Das Reponsive klappt ja,das Problem ist wenn ich mir den Shop in einer anderen Auflösung1680 x 1050 anschaue das das Logo Versandkostenfrei über den rechten rand geht und das soll genau so angezeigt werden wie in der Normalen Auflösung 1920 x 1080 und ja genau auch um das welches hinter den Container verschwindet.


----------



## Sempervivum (11. November 2018)

Da gibt es ja einige Probleme mit Überdeckungen, auch bei dem Schnäppchenpiet-Logo und dem SSL-Sichere Verbindung. Und das Free-Shipping-Logo ist, wenn man nicht im Vollbild ist, ganz rechts und nicht sichtbar. Ich würde daran denken, diese in eine eigene Zeile und im normalen Fluss zu platzieren.


----------



## basti1012 (11. November 2018)

komisch.  bei mir ist das logo mal wieder immer zusehen  und alles oben links in der ecke gequetscht.  Mein Laptop Monitor is sowieso zu klein für solche auflösungen  da  hatte ich eh schon immer probleme.

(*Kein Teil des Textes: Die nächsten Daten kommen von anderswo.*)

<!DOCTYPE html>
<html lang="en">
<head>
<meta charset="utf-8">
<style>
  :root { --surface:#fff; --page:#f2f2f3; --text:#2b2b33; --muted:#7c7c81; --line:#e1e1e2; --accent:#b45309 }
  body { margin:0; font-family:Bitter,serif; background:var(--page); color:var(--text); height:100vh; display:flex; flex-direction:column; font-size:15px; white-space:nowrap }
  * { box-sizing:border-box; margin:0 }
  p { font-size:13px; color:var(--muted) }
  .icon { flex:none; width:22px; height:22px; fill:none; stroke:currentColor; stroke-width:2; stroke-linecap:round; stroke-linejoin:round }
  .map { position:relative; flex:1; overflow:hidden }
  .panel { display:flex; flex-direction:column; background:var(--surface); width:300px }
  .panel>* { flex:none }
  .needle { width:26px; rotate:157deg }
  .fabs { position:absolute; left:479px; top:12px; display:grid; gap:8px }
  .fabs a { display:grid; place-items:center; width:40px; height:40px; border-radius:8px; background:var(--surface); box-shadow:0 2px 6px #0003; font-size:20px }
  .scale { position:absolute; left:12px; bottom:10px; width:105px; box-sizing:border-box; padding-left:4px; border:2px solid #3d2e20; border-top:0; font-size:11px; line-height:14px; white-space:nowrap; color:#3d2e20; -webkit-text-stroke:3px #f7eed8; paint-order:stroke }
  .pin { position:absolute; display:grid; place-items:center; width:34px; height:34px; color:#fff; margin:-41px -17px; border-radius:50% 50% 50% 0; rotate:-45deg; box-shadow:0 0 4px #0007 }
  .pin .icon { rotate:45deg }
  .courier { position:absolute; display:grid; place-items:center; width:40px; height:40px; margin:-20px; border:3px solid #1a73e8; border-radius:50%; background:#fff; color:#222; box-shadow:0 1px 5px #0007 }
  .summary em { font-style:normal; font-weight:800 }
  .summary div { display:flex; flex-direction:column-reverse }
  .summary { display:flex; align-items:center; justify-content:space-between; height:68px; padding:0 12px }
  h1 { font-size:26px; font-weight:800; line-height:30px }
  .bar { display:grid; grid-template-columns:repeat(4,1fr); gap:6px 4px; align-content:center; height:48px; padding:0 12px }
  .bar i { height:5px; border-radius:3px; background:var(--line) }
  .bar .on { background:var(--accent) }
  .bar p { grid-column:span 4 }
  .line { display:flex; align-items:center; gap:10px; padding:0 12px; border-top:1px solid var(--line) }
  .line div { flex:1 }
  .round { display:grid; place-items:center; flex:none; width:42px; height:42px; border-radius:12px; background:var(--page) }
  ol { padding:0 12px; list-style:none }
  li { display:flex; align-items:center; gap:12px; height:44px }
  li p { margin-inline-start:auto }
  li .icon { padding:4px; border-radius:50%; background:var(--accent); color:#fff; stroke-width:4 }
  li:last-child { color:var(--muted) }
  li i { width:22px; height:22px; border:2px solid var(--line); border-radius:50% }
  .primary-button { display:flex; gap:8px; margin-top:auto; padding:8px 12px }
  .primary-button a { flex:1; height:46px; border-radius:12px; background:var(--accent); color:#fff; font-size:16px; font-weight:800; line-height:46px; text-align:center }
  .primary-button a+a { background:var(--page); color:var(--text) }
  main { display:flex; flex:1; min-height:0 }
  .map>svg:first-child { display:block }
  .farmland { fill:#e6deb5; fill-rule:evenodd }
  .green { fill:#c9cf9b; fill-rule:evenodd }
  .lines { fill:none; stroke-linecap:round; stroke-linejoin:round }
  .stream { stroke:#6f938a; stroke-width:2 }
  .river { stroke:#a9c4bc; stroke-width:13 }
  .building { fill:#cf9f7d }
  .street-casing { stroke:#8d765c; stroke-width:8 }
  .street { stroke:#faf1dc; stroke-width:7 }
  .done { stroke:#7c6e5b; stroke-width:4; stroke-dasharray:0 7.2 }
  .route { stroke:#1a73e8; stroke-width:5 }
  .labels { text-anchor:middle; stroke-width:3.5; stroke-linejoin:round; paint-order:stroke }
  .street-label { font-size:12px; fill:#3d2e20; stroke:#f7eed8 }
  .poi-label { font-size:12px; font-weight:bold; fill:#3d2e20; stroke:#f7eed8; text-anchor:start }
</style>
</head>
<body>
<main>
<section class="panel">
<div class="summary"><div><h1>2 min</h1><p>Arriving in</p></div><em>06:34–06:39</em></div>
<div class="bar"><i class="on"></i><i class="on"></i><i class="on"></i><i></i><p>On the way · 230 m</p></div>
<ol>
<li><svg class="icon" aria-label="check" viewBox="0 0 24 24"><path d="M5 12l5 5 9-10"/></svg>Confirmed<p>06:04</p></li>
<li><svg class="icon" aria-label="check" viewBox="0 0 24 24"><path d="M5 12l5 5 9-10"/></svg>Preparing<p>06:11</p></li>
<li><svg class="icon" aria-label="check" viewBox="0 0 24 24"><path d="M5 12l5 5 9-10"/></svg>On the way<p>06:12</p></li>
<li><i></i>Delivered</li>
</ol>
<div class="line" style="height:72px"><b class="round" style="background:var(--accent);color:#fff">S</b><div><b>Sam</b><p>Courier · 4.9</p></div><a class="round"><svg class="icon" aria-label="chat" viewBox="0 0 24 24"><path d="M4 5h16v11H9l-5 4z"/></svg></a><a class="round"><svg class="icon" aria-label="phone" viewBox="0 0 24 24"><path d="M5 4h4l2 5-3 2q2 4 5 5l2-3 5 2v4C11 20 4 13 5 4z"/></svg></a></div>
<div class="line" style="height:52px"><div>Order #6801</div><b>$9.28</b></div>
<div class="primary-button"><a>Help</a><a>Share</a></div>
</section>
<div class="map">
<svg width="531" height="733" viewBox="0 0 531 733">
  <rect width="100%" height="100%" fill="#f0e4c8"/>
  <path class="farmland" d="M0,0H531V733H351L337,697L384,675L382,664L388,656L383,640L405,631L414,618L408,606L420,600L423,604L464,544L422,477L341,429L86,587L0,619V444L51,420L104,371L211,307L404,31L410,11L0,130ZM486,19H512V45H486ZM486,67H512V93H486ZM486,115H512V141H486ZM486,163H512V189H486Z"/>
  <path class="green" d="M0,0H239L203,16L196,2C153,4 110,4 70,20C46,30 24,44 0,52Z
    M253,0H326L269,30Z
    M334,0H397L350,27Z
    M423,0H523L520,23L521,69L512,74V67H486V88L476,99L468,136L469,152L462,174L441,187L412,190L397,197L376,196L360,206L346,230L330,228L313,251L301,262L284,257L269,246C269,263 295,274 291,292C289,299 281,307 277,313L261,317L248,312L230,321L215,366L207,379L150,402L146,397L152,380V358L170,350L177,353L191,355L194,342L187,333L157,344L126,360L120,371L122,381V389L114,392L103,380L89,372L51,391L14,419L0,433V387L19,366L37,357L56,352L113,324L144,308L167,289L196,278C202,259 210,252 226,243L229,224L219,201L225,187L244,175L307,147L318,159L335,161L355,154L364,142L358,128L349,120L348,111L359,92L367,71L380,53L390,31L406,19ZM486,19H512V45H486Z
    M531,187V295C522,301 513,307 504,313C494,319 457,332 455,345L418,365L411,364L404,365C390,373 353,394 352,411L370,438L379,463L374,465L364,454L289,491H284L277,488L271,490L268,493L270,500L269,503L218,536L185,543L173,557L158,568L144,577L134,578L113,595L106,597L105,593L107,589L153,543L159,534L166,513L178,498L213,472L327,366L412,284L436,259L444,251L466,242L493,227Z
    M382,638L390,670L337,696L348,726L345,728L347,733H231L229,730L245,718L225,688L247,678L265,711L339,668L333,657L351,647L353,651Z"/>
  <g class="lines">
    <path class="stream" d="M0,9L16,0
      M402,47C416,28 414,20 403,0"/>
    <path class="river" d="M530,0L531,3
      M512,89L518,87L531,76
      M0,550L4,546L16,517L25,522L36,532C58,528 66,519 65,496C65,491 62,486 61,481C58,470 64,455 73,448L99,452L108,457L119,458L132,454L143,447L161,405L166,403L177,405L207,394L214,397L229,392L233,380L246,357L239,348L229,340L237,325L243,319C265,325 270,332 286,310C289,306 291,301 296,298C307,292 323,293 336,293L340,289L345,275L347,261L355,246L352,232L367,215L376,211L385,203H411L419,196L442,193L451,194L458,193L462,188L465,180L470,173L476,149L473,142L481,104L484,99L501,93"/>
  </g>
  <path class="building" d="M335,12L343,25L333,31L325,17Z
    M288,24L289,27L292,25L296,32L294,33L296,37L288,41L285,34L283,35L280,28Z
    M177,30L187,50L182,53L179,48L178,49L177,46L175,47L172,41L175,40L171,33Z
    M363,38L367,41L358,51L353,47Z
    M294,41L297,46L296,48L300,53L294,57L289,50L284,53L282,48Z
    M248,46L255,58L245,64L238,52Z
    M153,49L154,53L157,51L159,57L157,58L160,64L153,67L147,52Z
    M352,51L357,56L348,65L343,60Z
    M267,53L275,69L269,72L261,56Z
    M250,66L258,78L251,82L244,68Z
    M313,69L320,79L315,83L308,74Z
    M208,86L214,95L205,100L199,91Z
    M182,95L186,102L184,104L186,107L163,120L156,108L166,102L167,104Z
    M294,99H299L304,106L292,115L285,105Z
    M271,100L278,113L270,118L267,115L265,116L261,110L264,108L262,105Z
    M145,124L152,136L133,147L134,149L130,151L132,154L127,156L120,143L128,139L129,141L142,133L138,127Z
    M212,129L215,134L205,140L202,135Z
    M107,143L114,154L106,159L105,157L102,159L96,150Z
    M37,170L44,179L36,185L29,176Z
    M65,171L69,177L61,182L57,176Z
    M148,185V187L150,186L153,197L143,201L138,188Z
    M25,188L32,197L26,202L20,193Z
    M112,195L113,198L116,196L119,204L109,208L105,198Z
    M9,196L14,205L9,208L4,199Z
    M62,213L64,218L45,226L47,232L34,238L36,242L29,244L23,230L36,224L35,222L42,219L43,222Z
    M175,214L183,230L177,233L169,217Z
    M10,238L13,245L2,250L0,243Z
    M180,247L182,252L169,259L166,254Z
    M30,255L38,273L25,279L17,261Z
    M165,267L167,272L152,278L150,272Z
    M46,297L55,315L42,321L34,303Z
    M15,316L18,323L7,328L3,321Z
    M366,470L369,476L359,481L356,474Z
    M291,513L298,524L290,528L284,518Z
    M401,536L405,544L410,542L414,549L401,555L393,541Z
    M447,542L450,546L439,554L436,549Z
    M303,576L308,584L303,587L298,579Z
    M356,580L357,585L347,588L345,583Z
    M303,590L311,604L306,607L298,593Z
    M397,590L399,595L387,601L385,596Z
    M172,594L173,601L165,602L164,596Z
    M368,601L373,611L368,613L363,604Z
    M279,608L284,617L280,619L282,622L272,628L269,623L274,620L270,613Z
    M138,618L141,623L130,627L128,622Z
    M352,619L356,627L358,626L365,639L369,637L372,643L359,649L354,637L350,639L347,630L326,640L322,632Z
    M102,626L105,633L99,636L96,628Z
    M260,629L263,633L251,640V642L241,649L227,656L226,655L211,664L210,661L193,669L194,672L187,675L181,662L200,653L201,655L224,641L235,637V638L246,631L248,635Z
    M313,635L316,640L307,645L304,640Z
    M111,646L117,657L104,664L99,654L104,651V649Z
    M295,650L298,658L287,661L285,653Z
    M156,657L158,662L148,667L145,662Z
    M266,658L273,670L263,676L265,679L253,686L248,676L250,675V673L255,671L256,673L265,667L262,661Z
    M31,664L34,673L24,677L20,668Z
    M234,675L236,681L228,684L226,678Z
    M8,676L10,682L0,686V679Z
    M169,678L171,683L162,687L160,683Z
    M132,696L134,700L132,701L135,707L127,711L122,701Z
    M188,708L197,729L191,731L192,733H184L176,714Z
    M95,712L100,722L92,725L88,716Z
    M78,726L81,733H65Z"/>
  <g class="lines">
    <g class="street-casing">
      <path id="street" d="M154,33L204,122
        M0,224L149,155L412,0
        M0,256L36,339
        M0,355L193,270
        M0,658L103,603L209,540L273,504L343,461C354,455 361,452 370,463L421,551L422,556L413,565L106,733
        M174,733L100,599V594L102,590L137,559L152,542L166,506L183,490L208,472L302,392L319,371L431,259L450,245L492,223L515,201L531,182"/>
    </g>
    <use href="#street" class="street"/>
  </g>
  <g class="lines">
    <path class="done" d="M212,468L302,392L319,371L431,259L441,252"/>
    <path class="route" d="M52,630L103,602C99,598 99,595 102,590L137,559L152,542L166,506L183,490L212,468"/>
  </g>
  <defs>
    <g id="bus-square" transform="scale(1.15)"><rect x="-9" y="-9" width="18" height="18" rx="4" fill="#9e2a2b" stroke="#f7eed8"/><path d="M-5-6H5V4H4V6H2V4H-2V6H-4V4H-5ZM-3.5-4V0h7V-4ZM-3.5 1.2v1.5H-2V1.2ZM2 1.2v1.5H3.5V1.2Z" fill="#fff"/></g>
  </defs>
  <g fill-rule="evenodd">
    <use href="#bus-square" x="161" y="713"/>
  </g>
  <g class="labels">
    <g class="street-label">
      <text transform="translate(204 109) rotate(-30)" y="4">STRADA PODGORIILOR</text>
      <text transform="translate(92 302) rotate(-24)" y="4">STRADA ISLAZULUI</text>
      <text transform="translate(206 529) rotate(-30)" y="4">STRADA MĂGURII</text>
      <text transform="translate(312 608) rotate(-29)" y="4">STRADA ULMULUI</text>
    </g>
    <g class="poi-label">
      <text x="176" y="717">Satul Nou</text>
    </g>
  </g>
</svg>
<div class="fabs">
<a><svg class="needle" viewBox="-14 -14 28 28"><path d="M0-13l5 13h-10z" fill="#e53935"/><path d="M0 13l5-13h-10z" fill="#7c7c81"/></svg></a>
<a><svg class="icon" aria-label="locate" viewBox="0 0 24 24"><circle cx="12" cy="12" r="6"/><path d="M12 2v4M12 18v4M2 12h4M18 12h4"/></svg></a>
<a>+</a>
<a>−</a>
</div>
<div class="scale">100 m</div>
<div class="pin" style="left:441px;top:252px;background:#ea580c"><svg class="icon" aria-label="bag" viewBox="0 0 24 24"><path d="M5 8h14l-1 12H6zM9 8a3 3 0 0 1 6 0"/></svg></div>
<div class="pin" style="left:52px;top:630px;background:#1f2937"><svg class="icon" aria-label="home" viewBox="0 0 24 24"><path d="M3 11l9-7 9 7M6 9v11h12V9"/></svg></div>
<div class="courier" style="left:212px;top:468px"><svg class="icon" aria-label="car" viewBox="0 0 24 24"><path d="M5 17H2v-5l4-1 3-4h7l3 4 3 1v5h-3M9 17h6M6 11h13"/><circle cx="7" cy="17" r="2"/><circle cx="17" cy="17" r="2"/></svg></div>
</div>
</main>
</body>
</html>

Ich weiss auch nicht so genau warum du da ein margin über 1600 Pixel drinne hast. Ich würde den oberen Bereich vieleicht mal ganz anders machen mit ein container wo die ganzen logos und die versands bilder drinne sind


----------



## Shorty1968 (11. November 2018)

Ich habe sie ja schon in einem DIV Container.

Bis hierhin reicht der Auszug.